Was nun die Mittel um Bramah-Schlösser zu öffnen
betrifft, so kann ich mich der Meinung des Hrn. Kessels, daß sie mit den geeigneten Werkzeugen
leichter als Chubb-Schlösser zu öffnen seyen, im
Allgemeinen und abgesehen davon, daß diese Werkzeuge selbst schwer anzufertigen und
auch gar nicht leicht zu handhaben sind, nur anschließen. – Wenn übrigens Hr.
Kessels gegen die jetzt
gewöhnliche Form der Federn einwendet, daß bei den Oeffnungsversuchen dieselben sich
auseinanderspreitzen und dadurch auf der Einschnittsplatte sich aufsetzen, oder, um
mich seiner Worte zu bedienen, darauf zu reiten kommen, so lassen sich auch dagegen
mehrere Mittel angeben, dieß zu verhüten.

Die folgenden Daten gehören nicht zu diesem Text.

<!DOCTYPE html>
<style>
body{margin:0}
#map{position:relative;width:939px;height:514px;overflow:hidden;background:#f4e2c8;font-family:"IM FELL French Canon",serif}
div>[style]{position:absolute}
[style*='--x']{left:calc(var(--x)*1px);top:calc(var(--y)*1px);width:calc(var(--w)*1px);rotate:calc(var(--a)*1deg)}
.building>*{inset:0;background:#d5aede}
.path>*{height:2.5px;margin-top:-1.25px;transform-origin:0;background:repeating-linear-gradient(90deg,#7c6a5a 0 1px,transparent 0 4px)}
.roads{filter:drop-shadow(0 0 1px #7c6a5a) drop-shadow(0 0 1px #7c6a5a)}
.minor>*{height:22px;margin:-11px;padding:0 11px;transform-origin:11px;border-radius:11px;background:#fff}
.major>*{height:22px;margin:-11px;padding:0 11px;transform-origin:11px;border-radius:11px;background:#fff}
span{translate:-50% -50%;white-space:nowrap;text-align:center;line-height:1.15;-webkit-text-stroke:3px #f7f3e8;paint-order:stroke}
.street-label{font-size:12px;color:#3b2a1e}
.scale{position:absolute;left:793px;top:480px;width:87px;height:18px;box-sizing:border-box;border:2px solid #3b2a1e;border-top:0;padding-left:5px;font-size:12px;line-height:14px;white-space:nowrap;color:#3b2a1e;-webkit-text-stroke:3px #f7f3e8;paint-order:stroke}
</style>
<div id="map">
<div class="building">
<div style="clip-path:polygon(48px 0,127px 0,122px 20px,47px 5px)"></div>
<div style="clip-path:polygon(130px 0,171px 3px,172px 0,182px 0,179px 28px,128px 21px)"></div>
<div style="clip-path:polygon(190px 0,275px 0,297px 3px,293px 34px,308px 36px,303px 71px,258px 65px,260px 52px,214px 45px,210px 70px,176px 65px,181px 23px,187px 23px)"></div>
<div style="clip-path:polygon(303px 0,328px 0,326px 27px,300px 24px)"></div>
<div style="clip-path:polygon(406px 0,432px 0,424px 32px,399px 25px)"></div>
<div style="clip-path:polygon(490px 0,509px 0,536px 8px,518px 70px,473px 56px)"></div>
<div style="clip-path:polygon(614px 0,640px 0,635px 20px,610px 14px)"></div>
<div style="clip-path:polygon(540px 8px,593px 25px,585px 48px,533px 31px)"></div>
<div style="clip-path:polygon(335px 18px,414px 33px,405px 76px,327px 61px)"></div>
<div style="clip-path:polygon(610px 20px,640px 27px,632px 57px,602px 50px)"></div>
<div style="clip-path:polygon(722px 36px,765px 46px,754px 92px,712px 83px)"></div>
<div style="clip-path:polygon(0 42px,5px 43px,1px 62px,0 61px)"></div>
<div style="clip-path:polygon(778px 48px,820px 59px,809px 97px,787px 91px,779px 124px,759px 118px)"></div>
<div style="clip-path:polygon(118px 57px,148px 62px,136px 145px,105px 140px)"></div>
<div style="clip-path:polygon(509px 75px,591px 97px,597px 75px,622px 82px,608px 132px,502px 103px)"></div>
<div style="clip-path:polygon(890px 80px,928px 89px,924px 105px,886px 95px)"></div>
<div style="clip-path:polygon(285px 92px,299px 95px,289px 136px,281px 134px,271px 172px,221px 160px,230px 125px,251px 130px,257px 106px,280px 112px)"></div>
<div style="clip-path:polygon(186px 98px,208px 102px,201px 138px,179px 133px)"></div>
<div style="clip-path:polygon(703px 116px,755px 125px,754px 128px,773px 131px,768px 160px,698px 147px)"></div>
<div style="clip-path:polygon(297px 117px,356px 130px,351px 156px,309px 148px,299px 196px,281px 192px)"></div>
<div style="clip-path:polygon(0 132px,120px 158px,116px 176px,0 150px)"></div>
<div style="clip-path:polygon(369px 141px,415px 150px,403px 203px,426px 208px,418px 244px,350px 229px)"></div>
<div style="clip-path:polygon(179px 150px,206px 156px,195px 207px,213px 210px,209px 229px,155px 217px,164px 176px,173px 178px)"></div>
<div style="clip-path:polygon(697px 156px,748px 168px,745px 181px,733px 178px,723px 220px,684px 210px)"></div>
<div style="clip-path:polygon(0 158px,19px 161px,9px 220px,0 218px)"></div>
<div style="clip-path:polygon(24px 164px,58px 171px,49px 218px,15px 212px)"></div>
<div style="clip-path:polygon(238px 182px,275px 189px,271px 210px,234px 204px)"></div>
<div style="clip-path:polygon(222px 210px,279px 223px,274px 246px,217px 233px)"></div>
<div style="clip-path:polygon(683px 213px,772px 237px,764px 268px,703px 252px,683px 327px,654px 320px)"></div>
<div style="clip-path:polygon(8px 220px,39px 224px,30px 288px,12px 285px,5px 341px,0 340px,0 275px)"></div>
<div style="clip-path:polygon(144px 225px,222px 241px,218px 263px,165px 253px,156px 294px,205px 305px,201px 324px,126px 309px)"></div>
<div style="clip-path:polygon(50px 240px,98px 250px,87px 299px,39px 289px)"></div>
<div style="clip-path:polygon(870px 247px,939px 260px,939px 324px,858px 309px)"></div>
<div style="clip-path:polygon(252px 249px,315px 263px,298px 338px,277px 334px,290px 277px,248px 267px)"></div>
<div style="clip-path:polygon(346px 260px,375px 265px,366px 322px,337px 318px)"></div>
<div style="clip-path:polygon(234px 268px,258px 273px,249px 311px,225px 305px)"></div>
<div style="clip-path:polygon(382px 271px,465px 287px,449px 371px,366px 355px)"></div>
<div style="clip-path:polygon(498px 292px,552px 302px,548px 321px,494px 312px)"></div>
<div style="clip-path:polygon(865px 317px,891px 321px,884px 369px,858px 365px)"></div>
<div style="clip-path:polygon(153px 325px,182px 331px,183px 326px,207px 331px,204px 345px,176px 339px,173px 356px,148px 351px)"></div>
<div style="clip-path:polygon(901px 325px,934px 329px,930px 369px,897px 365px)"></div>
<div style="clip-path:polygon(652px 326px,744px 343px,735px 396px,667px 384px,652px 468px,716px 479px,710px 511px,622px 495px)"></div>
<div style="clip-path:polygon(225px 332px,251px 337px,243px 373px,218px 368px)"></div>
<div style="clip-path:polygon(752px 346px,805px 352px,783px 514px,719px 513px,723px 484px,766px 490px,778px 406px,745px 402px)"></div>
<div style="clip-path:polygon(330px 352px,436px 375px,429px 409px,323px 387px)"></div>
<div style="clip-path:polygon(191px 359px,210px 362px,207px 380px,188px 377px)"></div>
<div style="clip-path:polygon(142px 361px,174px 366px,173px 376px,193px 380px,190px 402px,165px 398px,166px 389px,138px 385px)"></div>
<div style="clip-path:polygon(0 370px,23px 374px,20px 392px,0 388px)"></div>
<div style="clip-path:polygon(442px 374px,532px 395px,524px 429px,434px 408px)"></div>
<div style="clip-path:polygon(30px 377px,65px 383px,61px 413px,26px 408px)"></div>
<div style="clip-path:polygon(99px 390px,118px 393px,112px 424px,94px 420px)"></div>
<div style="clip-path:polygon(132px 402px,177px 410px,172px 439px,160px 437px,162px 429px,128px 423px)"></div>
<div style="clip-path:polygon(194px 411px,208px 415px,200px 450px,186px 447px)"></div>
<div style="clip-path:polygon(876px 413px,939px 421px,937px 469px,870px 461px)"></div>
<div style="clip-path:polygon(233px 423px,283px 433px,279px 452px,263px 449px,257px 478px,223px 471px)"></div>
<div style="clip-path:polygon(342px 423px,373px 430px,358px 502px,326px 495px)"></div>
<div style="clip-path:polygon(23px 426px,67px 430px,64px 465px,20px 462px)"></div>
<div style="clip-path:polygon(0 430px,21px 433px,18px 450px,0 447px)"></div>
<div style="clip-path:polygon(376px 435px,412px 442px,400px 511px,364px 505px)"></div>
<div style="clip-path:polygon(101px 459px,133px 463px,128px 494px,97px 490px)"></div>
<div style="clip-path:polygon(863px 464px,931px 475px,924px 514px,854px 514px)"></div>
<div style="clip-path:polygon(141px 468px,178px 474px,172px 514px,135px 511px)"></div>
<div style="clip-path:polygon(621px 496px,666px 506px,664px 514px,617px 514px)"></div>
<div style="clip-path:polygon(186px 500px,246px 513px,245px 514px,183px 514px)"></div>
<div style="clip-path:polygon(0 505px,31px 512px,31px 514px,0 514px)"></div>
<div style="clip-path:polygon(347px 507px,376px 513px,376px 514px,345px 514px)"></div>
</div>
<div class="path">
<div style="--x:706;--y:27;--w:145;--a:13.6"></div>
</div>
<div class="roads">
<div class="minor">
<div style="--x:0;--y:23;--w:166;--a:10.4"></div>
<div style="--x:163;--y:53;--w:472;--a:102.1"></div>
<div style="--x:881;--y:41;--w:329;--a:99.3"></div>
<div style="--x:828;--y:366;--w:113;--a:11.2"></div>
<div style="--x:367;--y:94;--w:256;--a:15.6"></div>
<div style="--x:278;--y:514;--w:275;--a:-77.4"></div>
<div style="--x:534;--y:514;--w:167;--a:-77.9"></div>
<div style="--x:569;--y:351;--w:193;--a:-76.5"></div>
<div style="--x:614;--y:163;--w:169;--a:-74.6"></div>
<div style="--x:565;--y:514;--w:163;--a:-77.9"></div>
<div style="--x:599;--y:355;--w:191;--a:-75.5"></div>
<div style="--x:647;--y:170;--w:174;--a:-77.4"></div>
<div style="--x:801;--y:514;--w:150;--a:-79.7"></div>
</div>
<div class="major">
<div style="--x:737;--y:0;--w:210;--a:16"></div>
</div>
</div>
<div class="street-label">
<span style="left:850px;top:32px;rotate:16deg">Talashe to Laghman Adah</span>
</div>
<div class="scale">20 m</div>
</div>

Während die jetzigen Federn oben
zusammengebogen sind und sich unten spreitzen, wie in Fig. 35
A, kann man sie 1) unten zusammenbiegen und sich oben
spreitzen lassen, wie in Fig. 35
B, oder 2) oben zusammenbiegen und in der Mitte sich
spreitzen lassen, wie in Fig. 35
C; 3) kann man sie aus einem ganzen Stück machen und
eine kleine Uhrfeder hinten daran befestigen, wie in Fig. 35
D; 4) kann man den Canal, in welchem die Federn gehen,
von Unten cylindrisch ausbohren und da hinein eine messingene Spiralfeder legen,
Fig. 35
E. Jede der angegebenen Arten wird eben so gute Dienste
leisten als die jetzt gewöhnlichen, und bei der in 4) angegebenen D hat man noch den Vortheil, daß man die allgemeine
große Spirale spart, welche jetzt üblich ist, um die einzelnen Federn, nachdem der
Schlüssel aus dem Schlosse entfernt ist, alle wieder nach Oben zu drängen.

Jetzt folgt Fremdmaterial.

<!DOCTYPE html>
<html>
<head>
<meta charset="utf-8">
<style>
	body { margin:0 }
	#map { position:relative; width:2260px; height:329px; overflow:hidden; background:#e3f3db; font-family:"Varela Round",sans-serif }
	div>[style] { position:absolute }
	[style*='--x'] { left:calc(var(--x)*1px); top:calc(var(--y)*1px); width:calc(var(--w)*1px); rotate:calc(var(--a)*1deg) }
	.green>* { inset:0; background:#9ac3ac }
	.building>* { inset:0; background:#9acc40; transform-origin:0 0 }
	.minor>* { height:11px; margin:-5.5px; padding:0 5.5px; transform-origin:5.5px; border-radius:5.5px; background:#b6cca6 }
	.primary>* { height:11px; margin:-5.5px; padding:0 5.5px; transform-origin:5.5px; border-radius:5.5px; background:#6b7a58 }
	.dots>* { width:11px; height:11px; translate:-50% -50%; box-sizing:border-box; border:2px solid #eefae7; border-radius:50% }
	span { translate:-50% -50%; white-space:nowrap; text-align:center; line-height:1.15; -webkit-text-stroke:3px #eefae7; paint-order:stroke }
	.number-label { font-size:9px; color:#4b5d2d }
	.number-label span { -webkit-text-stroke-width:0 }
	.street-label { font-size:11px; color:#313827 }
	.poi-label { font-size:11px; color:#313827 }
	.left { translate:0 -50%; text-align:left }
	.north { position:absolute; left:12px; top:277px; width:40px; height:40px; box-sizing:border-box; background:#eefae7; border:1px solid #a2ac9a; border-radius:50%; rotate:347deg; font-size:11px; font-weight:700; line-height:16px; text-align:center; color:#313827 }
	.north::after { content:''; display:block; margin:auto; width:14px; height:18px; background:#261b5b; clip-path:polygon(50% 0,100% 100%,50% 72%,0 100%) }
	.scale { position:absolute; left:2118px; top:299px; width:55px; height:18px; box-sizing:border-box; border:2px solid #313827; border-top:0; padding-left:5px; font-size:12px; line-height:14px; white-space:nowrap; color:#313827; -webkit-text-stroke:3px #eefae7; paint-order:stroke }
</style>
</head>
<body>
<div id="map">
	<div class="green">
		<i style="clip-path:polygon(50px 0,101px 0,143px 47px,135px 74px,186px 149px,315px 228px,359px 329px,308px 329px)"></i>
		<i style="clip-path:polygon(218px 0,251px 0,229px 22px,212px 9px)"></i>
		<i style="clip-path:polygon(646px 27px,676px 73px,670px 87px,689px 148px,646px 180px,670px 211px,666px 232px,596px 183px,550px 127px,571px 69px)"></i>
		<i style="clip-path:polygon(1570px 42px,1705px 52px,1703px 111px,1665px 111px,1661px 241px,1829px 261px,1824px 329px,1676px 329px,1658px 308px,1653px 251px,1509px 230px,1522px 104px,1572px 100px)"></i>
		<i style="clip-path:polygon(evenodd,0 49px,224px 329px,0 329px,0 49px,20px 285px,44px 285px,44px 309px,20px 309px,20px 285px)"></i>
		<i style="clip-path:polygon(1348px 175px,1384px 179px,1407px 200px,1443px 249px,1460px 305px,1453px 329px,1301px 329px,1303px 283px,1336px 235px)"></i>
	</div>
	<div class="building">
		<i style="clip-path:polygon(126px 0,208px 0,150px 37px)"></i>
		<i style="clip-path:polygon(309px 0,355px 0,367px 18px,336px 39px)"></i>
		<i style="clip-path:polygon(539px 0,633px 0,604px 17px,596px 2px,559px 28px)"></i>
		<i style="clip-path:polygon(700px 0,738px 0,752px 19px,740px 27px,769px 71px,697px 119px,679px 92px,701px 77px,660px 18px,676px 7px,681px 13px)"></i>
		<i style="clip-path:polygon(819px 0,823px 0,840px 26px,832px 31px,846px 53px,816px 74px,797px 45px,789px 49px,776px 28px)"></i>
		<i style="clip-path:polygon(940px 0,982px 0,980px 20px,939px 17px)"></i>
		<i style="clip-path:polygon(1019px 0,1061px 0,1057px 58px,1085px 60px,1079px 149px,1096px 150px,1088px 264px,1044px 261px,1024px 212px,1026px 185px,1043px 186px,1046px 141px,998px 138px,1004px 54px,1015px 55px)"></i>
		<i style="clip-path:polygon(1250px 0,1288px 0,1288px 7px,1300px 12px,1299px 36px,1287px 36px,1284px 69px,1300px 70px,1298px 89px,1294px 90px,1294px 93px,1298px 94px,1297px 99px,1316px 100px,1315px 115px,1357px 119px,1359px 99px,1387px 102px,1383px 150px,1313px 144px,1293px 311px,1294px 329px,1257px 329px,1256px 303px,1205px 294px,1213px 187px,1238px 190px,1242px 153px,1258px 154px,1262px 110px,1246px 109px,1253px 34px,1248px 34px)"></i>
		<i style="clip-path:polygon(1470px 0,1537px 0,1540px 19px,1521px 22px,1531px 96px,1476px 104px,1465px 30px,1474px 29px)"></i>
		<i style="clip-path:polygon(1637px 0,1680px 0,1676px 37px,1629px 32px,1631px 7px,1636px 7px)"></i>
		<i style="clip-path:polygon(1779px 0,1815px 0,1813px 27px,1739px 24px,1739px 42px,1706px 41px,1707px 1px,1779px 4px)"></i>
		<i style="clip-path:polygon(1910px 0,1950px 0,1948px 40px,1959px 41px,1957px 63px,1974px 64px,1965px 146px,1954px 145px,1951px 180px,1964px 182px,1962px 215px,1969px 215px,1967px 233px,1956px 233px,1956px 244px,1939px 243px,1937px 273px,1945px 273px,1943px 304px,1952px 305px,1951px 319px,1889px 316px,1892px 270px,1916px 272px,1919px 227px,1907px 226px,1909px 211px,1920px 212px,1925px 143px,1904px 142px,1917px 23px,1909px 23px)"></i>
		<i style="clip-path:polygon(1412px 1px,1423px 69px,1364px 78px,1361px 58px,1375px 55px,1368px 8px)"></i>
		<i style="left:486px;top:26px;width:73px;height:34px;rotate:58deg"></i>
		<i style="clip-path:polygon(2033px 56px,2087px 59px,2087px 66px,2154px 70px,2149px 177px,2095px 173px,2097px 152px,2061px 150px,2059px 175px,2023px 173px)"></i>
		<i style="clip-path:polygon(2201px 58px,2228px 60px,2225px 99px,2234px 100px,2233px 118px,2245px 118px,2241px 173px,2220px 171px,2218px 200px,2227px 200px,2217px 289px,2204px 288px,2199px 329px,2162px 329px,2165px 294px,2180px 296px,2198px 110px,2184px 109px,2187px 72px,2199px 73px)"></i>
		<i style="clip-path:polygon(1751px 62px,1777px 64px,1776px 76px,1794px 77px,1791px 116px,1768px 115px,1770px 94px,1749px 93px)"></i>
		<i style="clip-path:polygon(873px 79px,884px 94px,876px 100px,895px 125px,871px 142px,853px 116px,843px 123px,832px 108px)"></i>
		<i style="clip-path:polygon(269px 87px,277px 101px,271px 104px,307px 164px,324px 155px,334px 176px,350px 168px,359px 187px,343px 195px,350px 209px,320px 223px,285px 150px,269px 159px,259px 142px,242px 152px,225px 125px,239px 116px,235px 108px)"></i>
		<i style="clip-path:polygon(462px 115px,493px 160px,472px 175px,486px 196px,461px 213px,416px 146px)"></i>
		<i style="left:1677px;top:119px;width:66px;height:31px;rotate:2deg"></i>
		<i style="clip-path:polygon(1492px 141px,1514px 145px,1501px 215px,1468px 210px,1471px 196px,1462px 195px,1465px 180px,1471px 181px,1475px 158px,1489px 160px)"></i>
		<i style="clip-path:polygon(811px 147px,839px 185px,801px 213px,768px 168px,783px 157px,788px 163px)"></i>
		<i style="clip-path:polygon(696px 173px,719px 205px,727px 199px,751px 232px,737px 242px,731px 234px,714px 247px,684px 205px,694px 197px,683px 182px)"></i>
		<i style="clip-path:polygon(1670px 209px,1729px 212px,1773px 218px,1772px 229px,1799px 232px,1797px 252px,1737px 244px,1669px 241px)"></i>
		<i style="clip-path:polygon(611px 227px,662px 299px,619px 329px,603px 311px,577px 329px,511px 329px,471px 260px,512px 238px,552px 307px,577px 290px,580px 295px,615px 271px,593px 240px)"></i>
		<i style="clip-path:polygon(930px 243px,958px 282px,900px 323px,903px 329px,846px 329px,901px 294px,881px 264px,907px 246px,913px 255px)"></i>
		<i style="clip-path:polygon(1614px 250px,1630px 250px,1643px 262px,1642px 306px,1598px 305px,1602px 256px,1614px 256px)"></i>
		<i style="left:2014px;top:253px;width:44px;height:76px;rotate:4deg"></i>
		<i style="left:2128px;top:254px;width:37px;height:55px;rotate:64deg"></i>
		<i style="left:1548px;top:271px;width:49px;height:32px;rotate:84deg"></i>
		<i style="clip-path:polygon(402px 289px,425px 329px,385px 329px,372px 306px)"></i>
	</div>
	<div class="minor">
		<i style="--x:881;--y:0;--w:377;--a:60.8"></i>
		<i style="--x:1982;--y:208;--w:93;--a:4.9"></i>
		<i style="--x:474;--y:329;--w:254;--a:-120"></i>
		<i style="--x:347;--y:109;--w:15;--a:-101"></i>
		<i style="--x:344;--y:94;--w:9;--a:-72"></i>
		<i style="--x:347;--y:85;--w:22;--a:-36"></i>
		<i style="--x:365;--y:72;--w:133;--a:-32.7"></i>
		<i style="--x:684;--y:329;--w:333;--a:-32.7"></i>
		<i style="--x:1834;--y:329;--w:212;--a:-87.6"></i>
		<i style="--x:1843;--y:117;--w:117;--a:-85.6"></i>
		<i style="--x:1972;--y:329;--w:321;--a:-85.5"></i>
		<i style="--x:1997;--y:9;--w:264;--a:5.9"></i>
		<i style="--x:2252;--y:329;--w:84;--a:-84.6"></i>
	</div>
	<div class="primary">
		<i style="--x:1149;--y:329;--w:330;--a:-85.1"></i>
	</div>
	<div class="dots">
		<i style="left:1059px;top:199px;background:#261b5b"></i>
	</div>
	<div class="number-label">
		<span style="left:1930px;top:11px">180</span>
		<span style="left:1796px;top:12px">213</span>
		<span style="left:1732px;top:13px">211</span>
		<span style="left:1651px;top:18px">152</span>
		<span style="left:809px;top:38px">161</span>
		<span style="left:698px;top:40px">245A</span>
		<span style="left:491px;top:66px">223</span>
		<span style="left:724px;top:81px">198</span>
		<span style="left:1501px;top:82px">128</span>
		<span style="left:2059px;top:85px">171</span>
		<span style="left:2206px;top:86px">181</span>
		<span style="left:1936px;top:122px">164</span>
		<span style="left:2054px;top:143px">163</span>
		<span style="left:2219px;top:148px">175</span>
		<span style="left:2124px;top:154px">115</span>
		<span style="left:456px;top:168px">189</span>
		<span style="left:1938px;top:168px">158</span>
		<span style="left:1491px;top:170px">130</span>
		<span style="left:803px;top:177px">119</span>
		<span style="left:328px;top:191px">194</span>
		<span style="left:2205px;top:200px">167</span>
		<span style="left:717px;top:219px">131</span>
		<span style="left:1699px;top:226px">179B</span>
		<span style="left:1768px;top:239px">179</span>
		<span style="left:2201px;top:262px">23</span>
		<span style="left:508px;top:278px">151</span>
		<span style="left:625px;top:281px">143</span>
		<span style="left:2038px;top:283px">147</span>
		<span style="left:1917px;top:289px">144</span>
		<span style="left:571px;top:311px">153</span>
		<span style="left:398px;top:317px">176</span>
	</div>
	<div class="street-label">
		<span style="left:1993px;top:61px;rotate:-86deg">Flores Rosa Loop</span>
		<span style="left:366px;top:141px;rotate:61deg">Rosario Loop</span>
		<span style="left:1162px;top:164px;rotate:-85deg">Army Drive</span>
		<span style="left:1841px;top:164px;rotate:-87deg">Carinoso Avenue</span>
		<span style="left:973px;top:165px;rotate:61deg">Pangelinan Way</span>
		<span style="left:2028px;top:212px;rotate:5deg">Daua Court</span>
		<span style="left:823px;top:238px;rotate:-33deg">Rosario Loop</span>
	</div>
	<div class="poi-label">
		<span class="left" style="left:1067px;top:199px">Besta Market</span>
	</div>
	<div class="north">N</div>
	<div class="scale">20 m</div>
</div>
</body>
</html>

Erwäge ich nun das oben Gesagte noch einmal, so muß ich dem Chubb-Schloß überhaupt den Vorzug vor dem Bramah-Schloß einräumen; denn es ist eben so schwer, wenn nicht
noch schwerer als das letztere mit Sperrzeug und dgl. zu öffnen, und hat noch den
besondern Vorzug vor diesem, daß es mit den einfachsten
Werkzeugen ganz gut gemacht werden kann, während ein Bramah-Schloß nur mit sehr complicirten theuren Werkzeugen gut
hergestellt werden kann, wie sie sich eben nur in größeren Werkstätten finden
können.
Findet nun mein oben angegebener Vorschlag zur Sicherung der Chubb-Schlösser, selbst der schlechteren Sorte, Beifall und bewährt
sich allgemein in der Praxis, wie er sich mir bewährt hat, so rechne ich das für
eine nicht unwesentliche Verbesserung, worauf ich ein um so größeres Gewicht lege,
als es ein ähnliches Mittel, nicht ganz gute Bramah-Schlösser zu verbessern, meines Wissens noch nicht gibt. Für die
Anregung, welche Hr. Kessels
zur Verbesserung der Schlösser dadurch gegeben hat, daß er die Mängel derselben
aufgedeckt hat, gebührt ihm größter Dank, und sein Aufsatz wird gewiß vielfältigen
Nutzen schaffen, dafür bürgt die immer mehr zunehmende Tüchtigkeit und Bildung
unserer Schlosser und Mechaniker.
Der Aufsatz des Hrn. Kessels
schließt mit den Worten: „Nachdem ich nun die Fehler und Mängel der
meisten Schlösser beschrieben habe, zeigt es sich deutlich, daß sie das bisher
in sie gesetzte Vertrauen keineswegs verdienen und daß sie bedeutenden
Verbesserungen unterworfen werden müssen, wenn sie den Anforderungen, welche man
an ein gutes Schloß stellt, nämlich: Sicherheit,
allgemeine Anwendbarkeit und einen mäßigen Preis vollkommen genügen
sollen.“
Das wird aber noch lange, wenn nicht für immer zu den Desideraten gehören. Höchstens
kann es dahin kommen, daß die beiden ersten Forderungen erfüllt werden. Ob auch die
letztere, ist sehr zweifelhaft und auch nicht einmal nöthig. Es ist eben so wenig
nöthig, daß jedes verschließbare Behältniß ein Chubb- oder Bramah-Schloß, oder das
neue, welches beide übertreffen soll, bekomme, als es nöthig ist, daß der Tagelöhner
eine eben so richtig gehende Uhr habe als der Astronom.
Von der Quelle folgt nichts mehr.